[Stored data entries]
·····

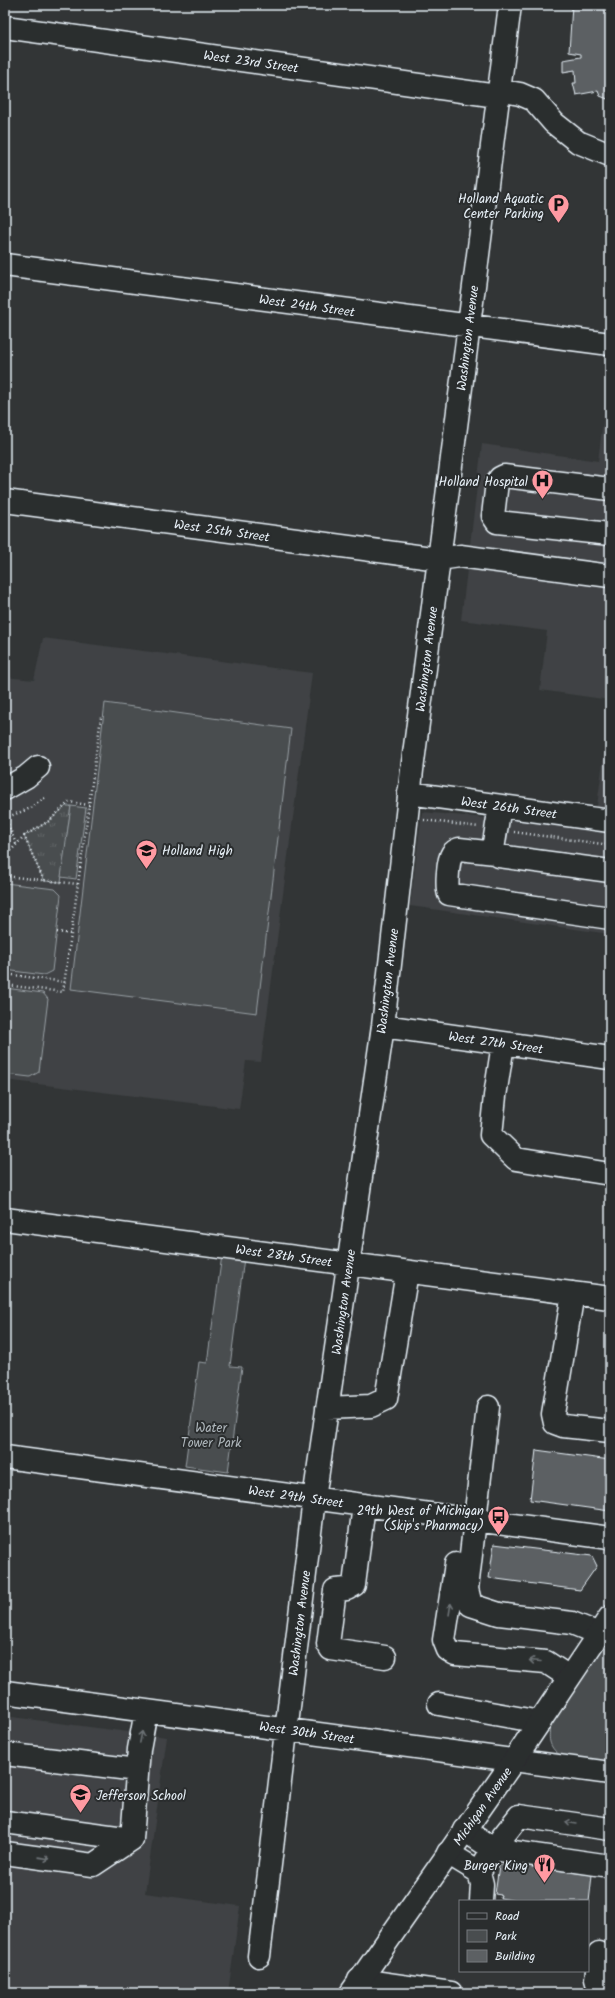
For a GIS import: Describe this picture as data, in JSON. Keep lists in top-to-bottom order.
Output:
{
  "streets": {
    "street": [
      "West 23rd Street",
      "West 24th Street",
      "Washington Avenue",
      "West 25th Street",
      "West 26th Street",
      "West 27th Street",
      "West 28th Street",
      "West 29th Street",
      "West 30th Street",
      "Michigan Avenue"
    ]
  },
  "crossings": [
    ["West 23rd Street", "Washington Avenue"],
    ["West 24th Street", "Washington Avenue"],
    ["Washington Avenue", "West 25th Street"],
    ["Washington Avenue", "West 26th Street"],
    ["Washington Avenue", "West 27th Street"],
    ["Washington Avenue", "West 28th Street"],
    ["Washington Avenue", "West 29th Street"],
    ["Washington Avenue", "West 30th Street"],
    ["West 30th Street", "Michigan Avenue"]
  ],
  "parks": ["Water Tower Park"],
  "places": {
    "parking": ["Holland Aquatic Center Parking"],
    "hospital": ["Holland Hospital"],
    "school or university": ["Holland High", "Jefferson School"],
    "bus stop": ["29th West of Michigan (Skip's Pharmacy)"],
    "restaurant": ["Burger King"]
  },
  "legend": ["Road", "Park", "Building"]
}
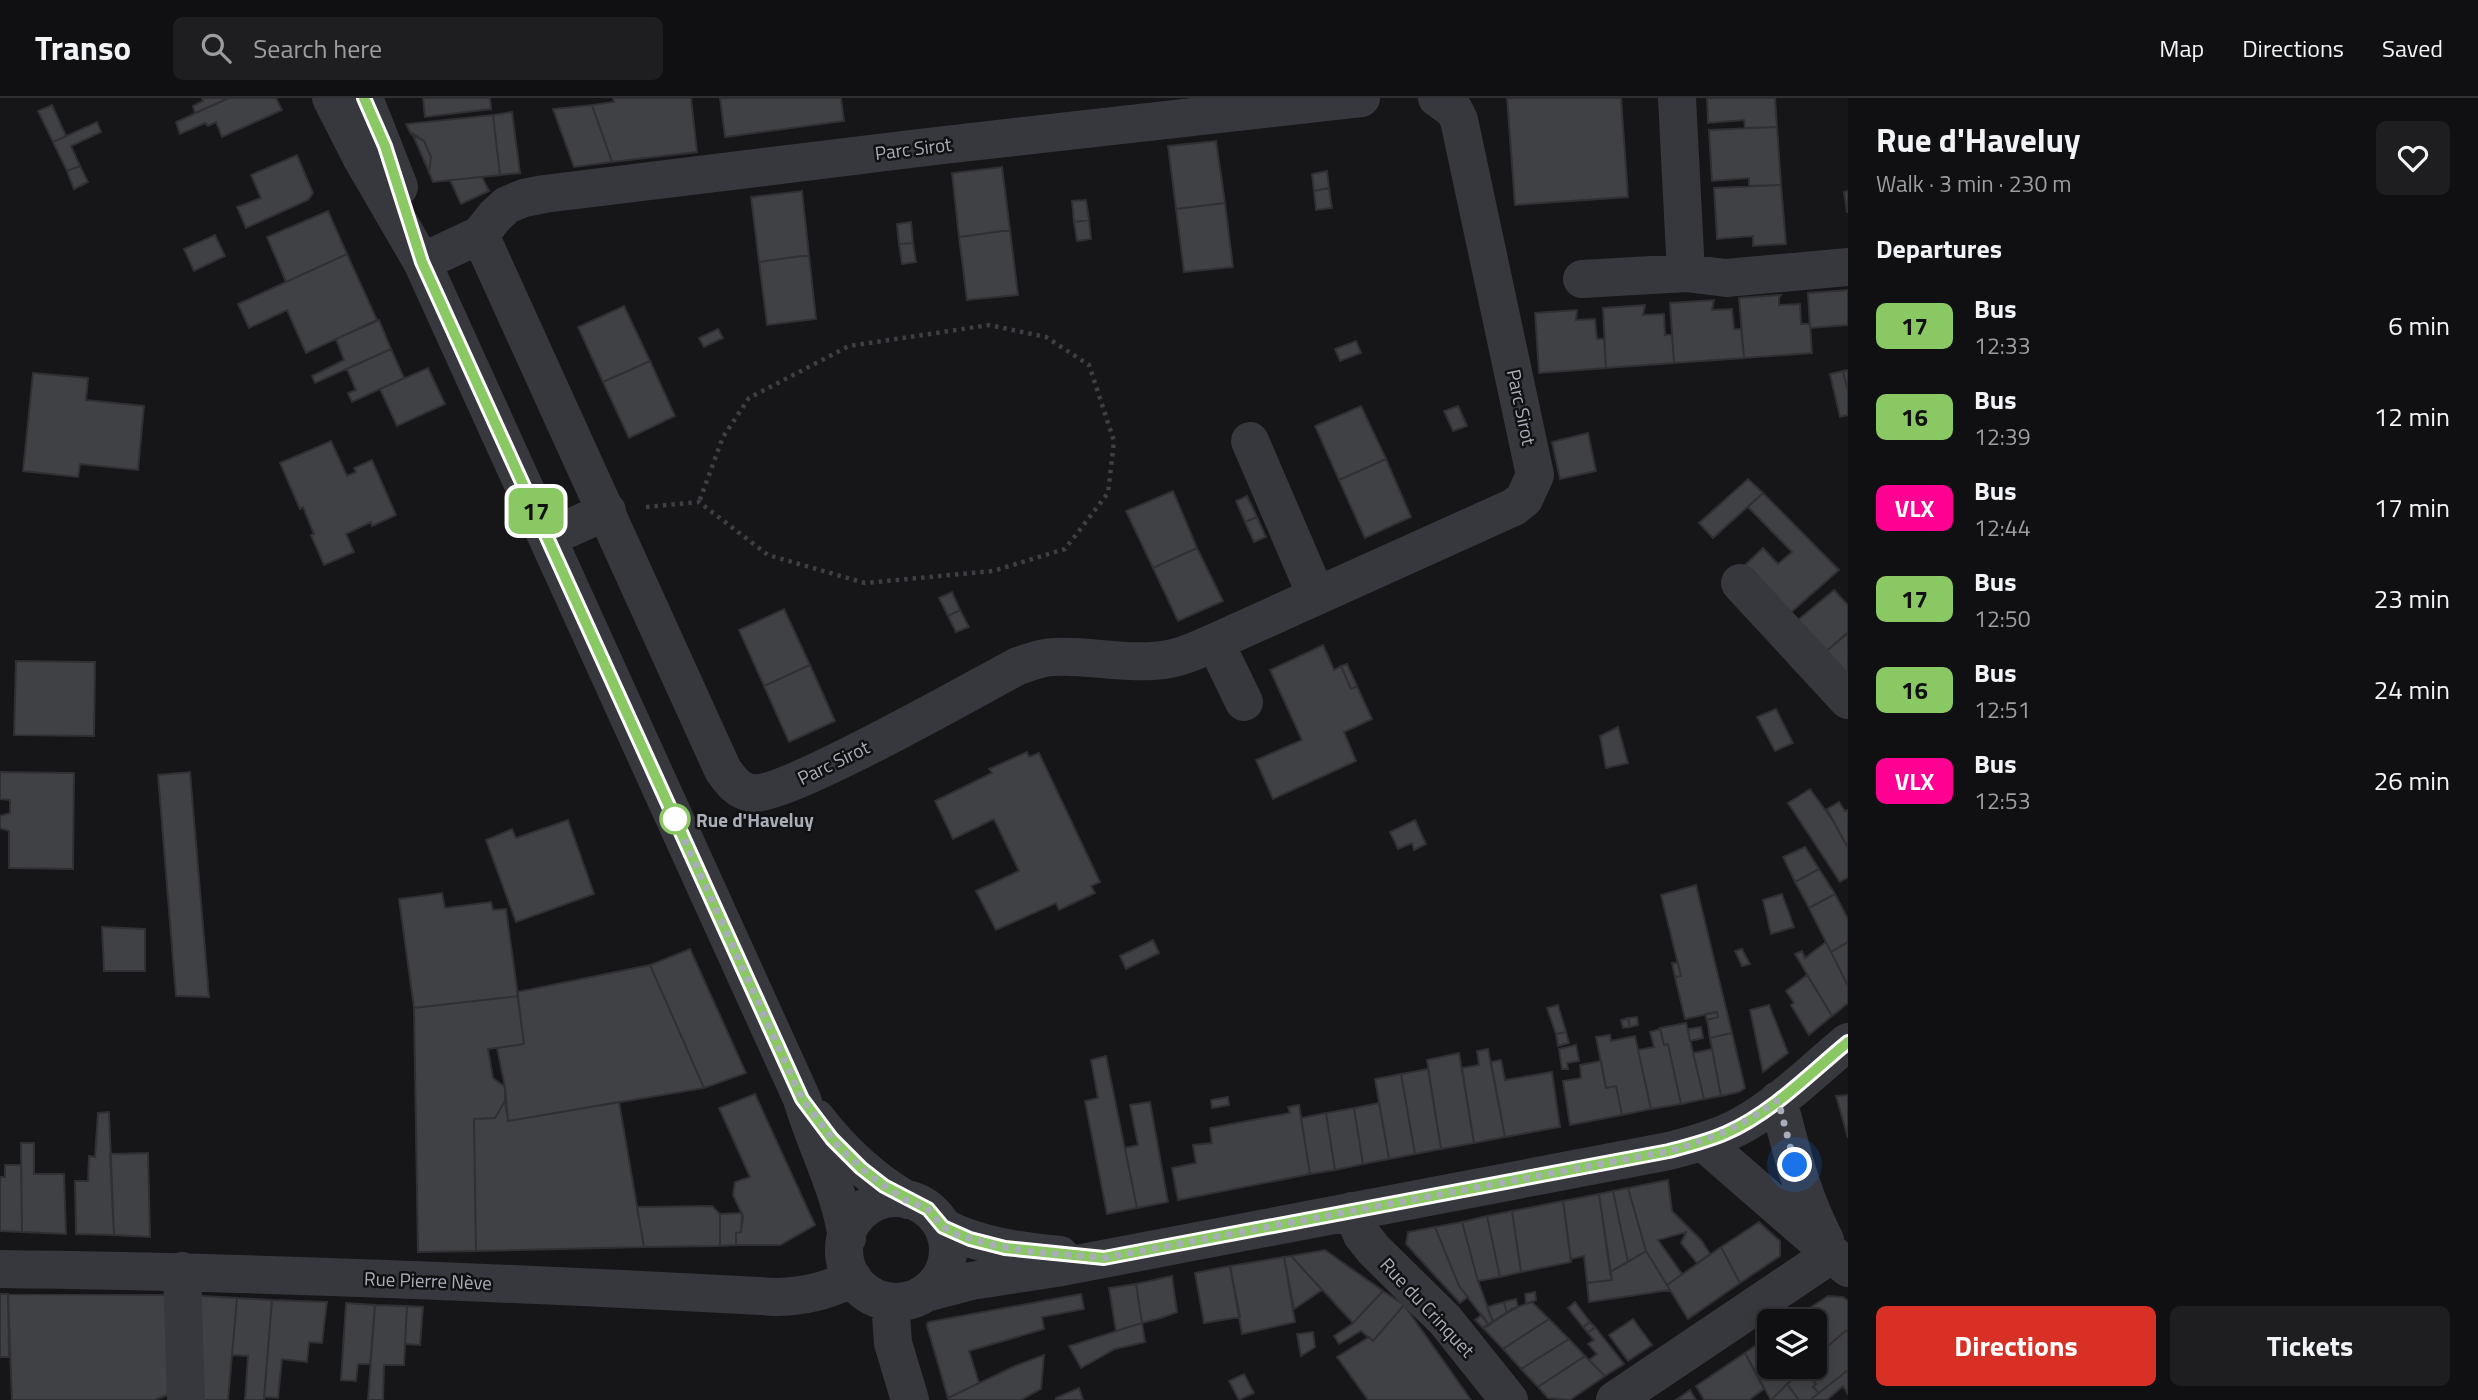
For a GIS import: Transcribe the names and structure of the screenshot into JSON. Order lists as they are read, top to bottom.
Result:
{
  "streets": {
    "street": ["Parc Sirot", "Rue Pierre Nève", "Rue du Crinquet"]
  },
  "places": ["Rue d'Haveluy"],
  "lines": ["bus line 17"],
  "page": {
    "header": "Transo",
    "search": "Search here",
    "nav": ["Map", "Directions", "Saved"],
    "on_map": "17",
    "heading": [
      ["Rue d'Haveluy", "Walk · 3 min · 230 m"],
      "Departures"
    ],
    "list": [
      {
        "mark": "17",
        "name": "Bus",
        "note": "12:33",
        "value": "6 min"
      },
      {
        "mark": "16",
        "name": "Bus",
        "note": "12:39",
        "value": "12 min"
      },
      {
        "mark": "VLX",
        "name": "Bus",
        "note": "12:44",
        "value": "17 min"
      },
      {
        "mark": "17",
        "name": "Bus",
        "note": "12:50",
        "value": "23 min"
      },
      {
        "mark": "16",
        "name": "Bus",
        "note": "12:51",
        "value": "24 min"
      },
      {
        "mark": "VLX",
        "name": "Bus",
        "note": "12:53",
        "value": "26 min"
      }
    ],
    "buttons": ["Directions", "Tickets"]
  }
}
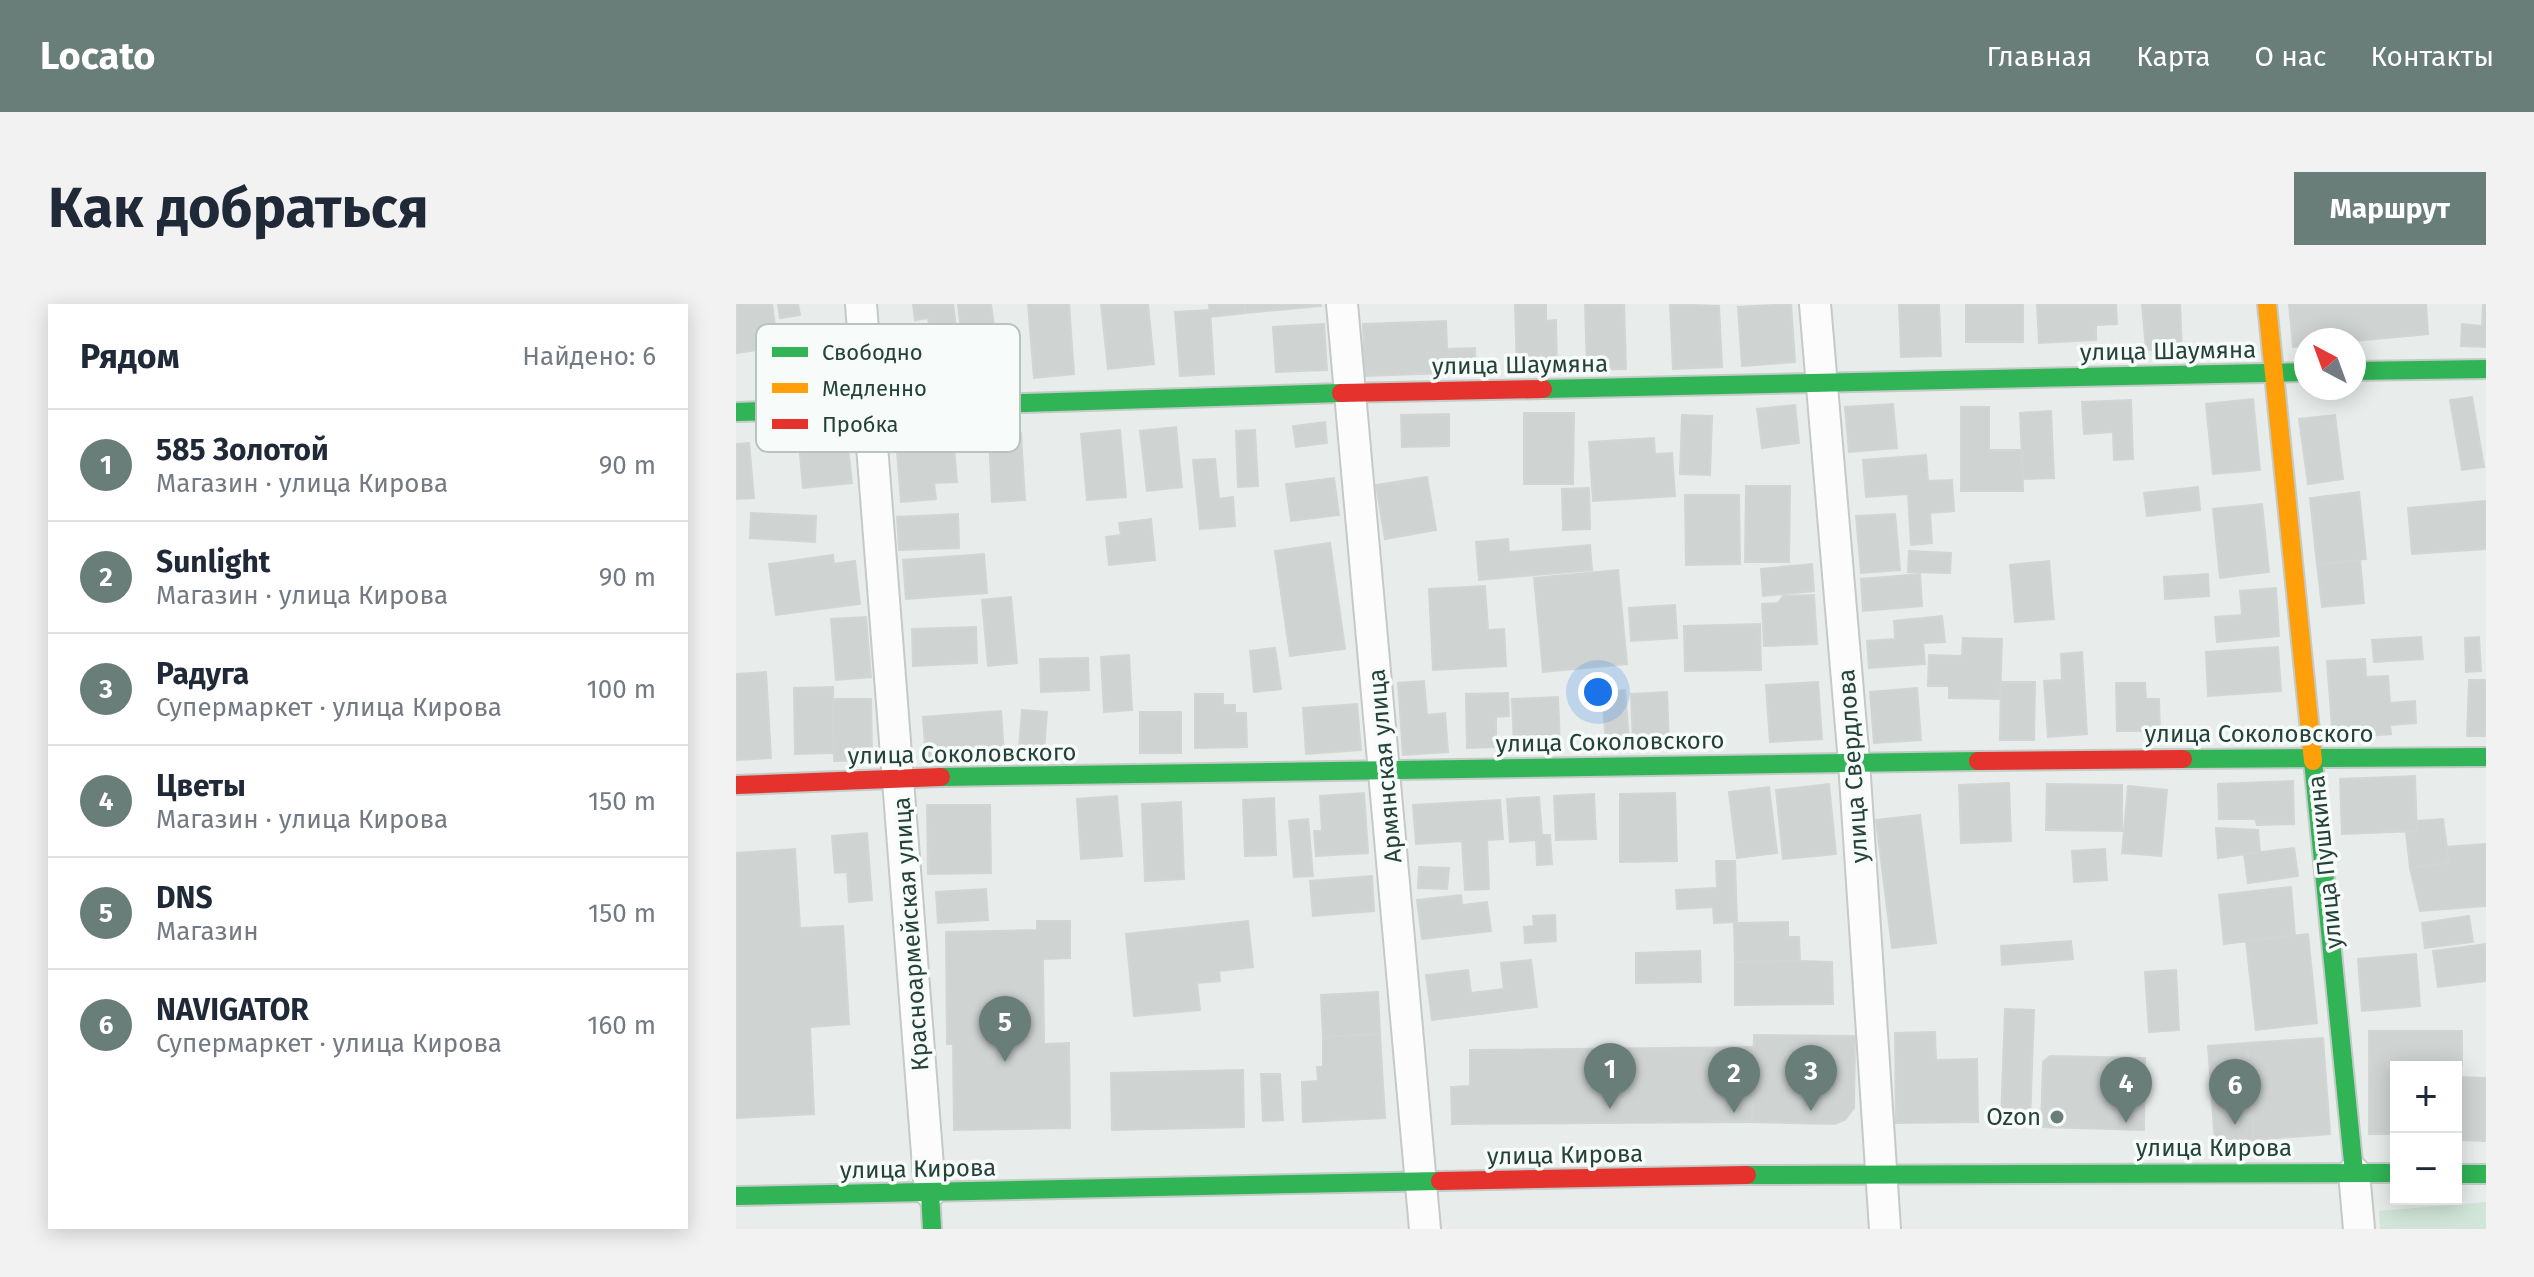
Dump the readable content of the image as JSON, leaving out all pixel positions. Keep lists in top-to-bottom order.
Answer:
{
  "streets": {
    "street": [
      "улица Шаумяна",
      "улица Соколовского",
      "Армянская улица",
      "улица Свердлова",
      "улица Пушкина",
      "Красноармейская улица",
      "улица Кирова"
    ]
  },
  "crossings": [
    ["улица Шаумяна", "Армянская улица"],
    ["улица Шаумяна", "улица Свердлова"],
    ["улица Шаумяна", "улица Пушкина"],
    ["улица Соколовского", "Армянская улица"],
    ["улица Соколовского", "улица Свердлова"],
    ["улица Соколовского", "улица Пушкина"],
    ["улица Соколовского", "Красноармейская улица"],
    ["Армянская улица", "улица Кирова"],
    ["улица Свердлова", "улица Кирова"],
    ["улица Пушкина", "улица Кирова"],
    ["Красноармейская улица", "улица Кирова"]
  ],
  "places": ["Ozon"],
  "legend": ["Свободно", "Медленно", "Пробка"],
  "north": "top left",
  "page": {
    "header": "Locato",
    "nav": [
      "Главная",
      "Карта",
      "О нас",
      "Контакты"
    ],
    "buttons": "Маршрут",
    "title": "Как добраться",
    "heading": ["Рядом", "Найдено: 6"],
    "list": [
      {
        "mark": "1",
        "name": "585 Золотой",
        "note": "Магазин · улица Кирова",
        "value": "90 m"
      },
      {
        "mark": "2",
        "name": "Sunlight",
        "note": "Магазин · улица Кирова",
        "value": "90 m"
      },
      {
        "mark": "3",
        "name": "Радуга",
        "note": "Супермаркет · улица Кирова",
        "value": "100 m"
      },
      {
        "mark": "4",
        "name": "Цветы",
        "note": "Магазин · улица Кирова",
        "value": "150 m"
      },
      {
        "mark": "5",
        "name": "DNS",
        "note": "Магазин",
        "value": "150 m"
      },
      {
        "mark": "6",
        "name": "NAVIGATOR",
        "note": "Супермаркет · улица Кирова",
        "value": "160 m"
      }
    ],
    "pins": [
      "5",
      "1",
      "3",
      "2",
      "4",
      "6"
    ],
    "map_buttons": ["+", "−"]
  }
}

·····

Problem details =>
Find all the lines with "places" in the data and copy them.

Your solution =>
  "places": {
  "places": ["Rue d'Haveluy"],
  "places": ["Ozon"],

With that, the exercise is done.